I don't do much nymphing-- I usually let a smaller bugger pattern represent nymphs for me. Took out a generic nymph pattern that I tied up and decided to get out in the rain today/ tonight.
I'd say it was a success.... caught (if I had to estimate--) roughly several billion of these:
With a few of these mixed in:
Nothing huge, the biggest bass was 16 inches. Sorry, no pic of that one due to heavier rain than what I wanted to expose my camera to.
All caught with:
Size 12 bead head generic nymph.
I felt really good about the evening due to the fact that I don't nymph much and, even with the lack of overly impressive fish, I really felt as though I was on my game. The takes were subtle, not a single fish was harmed even with the small fly, and I was able to clear my mind and just let the water speak to me. Just what I needed. =)
Wow, you look like you hit the mother lode! Nice looking fish and who care about the size when your weapon of choice is a 3 wt, that had to be one fun filled evening, congrats! I really like the looks of your nymph!
The nymph is a really generic pattern-- Fox Squirrel Tail on the tail, Brown Stone Ice dub (the SLF Whitlock stuff) on the body, a few strands of peacock herl 'palmered' for the 'wing case' (or collar as I'd call it), and a 5/ 32 black bead.
I wish I would have snapped a pic of the nymph before being beat on by a night's worth of fish, sorry it is kind of hard to make sense of it from the pic.
Yep that does look like a great time of fish'n. My club is having a bluegill outing next weekend. I was planning on not going, but I might just have to go now since all my favorite places are blownout anyway. Pardon I almost fogot as everyone else has said even beat up that is a great fishy looking nymph.
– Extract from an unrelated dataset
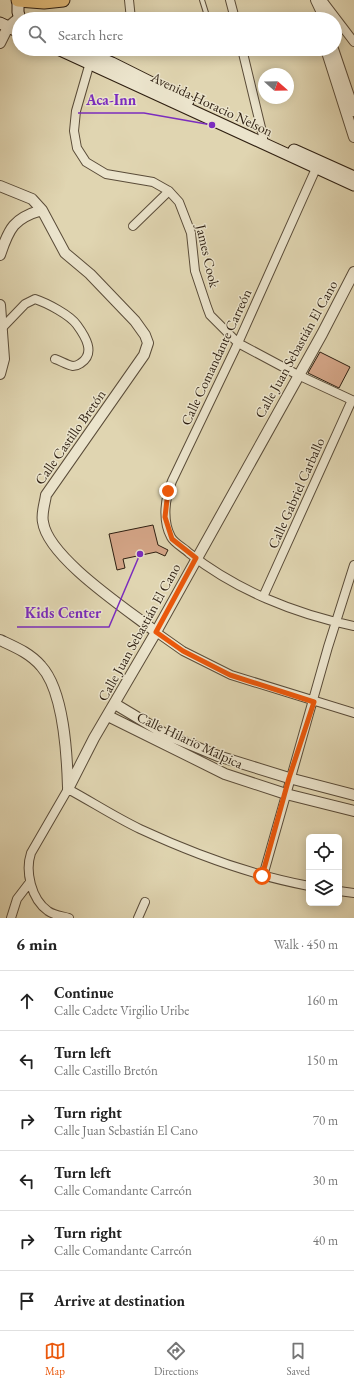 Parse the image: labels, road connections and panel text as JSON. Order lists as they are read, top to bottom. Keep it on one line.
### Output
{"streets":{"main road":["Avenida Horacio Nelson"],"street":["James Cook","Calle Juan Sebastián El Cano","Calle Comandante Carreón","Calle Castillo Bretón","Calle Gabriel Carballo","Calle Hilario Malpica"]},"crossings":[["Avenida Horacio Nelson","James Cook"],["Avenida Horacio Nelson","Calle Comandante Carreón"],["James Cook","Calle Juan Sebastián El Cano"],["James Cook","Calle Comandante Carreón"],["James Cook","Calle Gabriel Carballo"],["Calle Juan Sebastián El Cano","Calle Comandante Carreón"],["Calle Juan Sebastián El Cano","Calle Castillo Bretón"],["Calle Juan Sebastián El Cano","Calle Hilario Malpica"],["Calle Comandante Carreón","Calle Gabriel Carballo"]],"places":["Aca-Inn","Kids Center"],"north":"right","page":{"search":"Search here","heading":["6 min","Walk · 450 m"],"list":[["Continue","Calle Cadete Virgilio Uribe","160 m"],["Turn left","Calle Castillo Bretón","150 m"],["Turn right","Calle Juan Sebastián El Cano","70 m"],["Turn left","Calle Comandante Carreón","30 m"],["Turn right","Calle Comandante Carreón","40 m"],"Arrive at destination"],"nav":["Map","Directions","Saved"]}}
__________________ -Tom Wilson Attention New Fly Fishers and those just wanting to improve- Join a Fly Fishing Club. They have classes on every aspect of fly fishing for beginners to advanced for free or cheaper than offered elsewhere. Some offer mentor programs. You will make friends with other fly fishers. Clubs often have outings in which members pay special group rates for guides or to fish prime private access areas.
Chuck: No indicator-- I know the water that I was fishing fairly intimately... I just did a figure 8 retrieve just slow enough to keep the bug off of the bottom. Every once in a while, I'd kind of jig it and bring it up a little, then let it settle back down. For reference, we are talking still water... with a floating line and a leader/ tippet of a given length- it isn't too hard to know where you are in the water column of a pond.
Tom- If you don't regularly fish for sunnies and gils (based on your locale and your rainbows thread, I assume you don't.... ) I would encourage you to go to the gil fest this weekend w/ your club.
Take any of your trout flies, look for cover, and enjoy a weekend of these voracious little fellas.
They will hit about anything, don't ever seem to shut down and are found in the spots that you'd assume they are.
They fight like no other-- don't have much power-- but lots of fight. Sure, you could probably just pull one out as though you were picking up for a cast.... But if you let em go for a moment, they will change directions on you a few thousand times in the blink of an eye, and even when you have him in your hand, he still thinks he's gonna' get away from you.
Looks like you got everything right.
Congratulations on a great catch!
I've been having some luck with nymphs on the 3wt. but the water is so stained (muddy from recent rains) I've recently been using a bright red pattern on a #14 hook. Simply a set of bead chain eyes and a fl red marabou blood quill tail & body. Fished on a furled leader heavily coated with floatant and a 5X tippet long enough to let the fly sink to the level I want. The leader becomes the indicator for me, if it moves or starts sinking it often means I have a strike. I found with even a small (1/2") "thingamabobber" the bluegill are often deeply hooked before the indicator shows the strike.